What is needed >> Answer with the exact lines of the following material from the one containing "display:grid; place-content:center; width:65px;" through the one containing "border:2px solid #111;", both end lines included.
====
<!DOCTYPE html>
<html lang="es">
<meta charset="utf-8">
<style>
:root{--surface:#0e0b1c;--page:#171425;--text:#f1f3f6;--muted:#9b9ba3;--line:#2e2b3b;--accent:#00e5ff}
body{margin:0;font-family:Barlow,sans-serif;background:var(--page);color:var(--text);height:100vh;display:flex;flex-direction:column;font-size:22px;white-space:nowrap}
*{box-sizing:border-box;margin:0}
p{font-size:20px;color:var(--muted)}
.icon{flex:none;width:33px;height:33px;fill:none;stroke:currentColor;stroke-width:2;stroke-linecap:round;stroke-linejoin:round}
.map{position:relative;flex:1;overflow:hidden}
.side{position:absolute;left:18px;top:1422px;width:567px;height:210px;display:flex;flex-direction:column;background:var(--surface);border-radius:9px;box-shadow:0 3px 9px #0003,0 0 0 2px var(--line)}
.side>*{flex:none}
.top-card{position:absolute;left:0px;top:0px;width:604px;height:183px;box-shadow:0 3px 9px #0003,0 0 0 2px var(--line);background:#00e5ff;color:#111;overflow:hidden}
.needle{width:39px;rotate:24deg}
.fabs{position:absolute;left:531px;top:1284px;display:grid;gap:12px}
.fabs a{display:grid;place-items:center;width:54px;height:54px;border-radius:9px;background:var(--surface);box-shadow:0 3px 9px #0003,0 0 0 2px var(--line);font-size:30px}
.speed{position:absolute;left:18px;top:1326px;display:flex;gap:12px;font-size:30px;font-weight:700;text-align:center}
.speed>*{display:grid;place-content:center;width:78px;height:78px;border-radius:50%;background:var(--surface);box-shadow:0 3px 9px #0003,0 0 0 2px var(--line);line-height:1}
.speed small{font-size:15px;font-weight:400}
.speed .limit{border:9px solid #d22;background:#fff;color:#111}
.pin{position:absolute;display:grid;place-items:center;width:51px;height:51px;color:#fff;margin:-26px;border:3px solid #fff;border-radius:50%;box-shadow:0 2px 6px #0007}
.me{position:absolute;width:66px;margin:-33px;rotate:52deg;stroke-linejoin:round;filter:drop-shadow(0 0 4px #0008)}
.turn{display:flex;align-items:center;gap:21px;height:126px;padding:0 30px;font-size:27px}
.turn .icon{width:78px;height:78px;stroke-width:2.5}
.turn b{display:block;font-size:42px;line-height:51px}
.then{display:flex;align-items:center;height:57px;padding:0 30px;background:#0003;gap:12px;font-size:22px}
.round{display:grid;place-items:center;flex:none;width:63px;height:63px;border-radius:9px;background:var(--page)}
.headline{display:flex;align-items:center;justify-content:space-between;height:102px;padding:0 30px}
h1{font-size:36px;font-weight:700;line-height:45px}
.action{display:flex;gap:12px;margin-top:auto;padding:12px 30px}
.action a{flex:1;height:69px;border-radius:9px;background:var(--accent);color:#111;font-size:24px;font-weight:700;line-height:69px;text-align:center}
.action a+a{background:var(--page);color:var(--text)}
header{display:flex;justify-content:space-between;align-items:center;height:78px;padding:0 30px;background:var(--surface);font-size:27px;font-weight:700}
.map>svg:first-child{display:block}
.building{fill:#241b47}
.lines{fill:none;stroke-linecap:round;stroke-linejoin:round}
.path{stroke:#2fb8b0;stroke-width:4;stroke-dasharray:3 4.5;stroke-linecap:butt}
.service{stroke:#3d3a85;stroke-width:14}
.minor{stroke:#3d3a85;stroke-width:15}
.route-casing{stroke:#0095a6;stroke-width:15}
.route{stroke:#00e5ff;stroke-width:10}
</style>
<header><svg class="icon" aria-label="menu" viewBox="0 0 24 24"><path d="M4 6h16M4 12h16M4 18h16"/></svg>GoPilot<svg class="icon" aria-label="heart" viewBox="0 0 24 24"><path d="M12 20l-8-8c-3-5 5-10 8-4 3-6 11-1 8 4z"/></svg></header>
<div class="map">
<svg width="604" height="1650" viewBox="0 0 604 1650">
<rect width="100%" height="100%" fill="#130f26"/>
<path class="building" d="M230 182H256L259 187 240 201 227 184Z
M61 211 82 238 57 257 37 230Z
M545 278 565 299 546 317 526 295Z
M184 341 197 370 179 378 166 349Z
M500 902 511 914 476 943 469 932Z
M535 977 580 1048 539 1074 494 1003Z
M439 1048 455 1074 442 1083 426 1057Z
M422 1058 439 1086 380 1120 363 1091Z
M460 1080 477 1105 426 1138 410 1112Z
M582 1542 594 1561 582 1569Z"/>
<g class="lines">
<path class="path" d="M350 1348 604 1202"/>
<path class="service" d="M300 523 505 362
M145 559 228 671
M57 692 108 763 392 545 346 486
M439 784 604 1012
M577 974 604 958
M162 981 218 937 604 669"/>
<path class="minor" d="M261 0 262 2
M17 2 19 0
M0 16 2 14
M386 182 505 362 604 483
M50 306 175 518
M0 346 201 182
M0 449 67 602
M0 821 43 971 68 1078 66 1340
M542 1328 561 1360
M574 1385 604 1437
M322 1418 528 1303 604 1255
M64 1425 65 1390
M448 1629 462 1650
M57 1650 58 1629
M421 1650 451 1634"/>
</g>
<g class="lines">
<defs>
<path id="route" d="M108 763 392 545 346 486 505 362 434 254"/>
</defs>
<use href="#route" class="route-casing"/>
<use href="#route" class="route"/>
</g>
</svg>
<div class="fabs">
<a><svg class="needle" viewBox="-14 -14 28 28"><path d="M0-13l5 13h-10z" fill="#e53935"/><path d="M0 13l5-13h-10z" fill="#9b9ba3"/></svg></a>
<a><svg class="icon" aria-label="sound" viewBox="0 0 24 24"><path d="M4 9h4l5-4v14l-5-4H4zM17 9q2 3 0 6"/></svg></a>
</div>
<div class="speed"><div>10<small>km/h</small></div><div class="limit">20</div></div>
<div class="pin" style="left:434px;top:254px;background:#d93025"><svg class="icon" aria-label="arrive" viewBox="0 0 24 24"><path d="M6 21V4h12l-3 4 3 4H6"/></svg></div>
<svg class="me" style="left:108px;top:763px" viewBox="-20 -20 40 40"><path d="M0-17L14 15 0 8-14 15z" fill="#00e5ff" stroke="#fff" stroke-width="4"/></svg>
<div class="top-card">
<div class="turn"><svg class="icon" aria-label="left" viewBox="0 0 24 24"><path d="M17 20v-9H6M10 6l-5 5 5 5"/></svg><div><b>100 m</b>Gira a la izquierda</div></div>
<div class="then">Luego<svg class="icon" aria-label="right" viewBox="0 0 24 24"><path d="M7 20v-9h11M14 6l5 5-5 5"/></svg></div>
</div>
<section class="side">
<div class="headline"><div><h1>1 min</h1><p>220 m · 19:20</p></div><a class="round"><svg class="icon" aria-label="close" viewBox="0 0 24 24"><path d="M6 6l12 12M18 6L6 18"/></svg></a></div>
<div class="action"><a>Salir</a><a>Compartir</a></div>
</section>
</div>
====
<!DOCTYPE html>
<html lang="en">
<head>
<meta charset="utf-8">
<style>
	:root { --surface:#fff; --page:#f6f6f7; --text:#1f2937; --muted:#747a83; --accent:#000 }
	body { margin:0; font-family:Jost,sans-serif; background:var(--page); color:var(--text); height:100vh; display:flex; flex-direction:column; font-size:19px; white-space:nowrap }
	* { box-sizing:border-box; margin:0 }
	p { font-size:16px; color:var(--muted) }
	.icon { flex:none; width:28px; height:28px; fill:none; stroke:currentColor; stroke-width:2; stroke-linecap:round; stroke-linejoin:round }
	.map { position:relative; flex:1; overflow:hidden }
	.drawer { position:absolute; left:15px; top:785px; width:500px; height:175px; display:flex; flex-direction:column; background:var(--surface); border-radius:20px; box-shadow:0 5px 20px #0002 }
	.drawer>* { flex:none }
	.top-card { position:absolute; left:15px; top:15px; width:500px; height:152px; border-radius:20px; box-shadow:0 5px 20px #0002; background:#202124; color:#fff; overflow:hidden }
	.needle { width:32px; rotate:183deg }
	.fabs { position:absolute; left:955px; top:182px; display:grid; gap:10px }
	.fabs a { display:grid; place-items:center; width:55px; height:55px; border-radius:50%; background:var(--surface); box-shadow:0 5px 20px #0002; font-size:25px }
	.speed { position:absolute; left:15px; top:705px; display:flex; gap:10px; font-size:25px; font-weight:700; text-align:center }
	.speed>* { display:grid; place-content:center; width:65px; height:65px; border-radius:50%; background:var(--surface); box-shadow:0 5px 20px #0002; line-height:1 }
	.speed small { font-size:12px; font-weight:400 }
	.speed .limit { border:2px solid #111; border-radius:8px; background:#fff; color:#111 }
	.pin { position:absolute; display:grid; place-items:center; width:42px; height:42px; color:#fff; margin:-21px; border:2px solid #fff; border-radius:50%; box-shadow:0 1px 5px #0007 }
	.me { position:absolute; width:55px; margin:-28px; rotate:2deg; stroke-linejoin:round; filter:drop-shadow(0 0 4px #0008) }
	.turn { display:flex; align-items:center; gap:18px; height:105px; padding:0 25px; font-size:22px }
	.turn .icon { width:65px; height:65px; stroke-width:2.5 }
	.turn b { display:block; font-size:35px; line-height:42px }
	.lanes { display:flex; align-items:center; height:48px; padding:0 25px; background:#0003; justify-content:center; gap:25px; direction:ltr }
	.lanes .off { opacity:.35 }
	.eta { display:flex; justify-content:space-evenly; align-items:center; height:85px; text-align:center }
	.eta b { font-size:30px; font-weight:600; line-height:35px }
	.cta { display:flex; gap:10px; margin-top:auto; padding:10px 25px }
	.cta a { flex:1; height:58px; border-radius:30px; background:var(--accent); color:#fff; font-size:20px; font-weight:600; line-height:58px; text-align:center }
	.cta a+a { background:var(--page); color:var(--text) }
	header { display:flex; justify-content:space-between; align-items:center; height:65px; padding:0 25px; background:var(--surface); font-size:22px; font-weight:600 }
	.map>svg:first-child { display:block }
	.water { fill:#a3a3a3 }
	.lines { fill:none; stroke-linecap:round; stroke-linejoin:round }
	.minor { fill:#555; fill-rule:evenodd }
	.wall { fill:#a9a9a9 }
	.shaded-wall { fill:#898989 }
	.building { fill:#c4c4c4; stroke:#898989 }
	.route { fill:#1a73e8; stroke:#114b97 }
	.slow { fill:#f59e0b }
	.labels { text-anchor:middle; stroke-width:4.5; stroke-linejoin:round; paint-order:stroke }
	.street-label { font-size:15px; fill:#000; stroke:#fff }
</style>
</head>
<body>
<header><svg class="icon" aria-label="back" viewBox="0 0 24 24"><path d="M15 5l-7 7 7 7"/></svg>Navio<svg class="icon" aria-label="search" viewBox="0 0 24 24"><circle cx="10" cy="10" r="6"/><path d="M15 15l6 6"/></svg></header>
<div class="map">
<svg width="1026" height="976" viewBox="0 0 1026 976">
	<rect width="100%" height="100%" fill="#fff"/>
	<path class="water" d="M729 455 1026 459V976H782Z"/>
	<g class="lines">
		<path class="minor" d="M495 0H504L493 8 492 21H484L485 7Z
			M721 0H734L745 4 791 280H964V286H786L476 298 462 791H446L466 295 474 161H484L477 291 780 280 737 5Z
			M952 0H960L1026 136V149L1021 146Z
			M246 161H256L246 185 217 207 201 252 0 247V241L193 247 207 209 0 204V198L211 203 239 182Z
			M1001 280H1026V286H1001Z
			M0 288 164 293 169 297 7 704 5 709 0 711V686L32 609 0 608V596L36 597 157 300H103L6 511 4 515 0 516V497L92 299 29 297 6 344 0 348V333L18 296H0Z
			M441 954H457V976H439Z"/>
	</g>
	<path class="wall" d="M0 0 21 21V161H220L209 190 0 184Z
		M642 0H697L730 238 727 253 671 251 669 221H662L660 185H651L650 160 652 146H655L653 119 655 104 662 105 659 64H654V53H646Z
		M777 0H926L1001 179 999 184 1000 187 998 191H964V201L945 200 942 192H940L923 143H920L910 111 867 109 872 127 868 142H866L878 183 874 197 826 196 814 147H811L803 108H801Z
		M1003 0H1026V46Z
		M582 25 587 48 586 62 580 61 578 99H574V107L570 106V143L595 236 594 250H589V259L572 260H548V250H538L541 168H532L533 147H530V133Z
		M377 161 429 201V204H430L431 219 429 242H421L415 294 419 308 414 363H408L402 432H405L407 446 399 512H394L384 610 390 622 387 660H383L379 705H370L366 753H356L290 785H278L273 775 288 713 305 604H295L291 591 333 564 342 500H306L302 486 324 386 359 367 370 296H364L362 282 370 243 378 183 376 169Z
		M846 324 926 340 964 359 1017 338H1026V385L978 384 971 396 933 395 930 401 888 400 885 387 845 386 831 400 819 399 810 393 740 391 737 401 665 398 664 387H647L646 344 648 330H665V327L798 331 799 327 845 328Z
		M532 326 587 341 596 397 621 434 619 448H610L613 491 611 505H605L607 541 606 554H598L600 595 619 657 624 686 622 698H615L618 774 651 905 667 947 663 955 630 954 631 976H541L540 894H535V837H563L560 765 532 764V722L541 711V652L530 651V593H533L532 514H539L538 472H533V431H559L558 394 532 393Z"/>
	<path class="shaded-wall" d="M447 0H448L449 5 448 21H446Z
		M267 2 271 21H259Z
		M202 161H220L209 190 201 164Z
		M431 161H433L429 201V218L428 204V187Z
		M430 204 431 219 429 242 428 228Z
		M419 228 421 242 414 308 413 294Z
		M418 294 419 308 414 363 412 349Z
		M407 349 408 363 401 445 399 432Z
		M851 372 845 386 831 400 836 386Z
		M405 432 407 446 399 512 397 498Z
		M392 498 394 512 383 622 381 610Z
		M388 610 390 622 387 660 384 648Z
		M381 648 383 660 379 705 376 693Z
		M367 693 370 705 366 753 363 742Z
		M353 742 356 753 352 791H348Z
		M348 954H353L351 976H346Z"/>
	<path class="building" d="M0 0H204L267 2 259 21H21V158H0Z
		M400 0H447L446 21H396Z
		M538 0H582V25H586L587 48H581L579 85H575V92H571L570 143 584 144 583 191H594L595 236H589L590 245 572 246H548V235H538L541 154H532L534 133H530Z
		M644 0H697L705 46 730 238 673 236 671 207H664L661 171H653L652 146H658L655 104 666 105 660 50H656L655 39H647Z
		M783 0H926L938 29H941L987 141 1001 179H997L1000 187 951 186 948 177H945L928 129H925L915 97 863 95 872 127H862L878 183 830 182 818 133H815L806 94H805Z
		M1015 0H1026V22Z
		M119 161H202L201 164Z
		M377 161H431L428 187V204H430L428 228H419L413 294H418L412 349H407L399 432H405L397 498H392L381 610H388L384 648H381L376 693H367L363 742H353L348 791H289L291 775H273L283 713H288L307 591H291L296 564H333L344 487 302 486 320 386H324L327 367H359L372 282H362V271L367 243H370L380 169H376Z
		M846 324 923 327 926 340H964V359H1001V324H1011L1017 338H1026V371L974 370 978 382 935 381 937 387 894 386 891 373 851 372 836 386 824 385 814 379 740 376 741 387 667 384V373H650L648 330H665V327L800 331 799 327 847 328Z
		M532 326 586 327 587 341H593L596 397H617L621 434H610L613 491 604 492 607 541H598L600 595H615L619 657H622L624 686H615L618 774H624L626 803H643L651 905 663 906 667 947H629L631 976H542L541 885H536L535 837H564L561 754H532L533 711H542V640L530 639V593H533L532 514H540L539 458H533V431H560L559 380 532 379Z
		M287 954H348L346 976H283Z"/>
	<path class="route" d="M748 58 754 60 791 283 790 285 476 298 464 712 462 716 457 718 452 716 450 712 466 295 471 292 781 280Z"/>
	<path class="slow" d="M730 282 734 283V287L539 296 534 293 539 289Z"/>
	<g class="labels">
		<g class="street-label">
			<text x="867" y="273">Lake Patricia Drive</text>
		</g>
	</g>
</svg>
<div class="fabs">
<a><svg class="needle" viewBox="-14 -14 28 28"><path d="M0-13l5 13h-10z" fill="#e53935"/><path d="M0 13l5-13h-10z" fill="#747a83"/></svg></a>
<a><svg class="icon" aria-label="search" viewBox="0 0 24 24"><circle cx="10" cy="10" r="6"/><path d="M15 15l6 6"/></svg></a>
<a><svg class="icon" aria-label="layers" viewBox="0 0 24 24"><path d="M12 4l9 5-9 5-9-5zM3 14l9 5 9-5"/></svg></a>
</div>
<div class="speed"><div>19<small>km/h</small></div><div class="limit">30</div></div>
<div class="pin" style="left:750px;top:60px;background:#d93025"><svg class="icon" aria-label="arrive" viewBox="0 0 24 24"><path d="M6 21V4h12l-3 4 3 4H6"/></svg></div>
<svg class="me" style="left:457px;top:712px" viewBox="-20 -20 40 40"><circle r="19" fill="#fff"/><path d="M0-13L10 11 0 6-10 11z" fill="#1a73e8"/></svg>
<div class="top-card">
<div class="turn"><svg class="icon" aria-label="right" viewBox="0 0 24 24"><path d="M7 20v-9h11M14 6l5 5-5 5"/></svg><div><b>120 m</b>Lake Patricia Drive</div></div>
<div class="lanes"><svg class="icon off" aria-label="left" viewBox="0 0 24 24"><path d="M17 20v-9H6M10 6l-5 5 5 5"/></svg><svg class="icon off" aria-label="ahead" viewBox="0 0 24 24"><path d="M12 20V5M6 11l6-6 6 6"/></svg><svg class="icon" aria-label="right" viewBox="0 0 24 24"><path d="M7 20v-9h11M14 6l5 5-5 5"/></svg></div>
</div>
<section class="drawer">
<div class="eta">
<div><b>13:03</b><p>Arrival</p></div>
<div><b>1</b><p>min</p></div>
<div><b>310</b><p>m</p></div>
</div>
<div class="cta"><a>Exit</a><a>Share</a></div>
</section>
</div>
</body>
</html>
====
Written reply >>
	.speed>* { display:grid; place-content:center; width:65px; height:65px; border-radius:50%; background:var(--surface); box-shadow:0 5px 20px #0002; line-height:1 }
	.speed small { font-size:12px; font-weight:400 }
	.speed .limit { border:2px solid #111; border-radius:8px; background:#fff; color:#111 }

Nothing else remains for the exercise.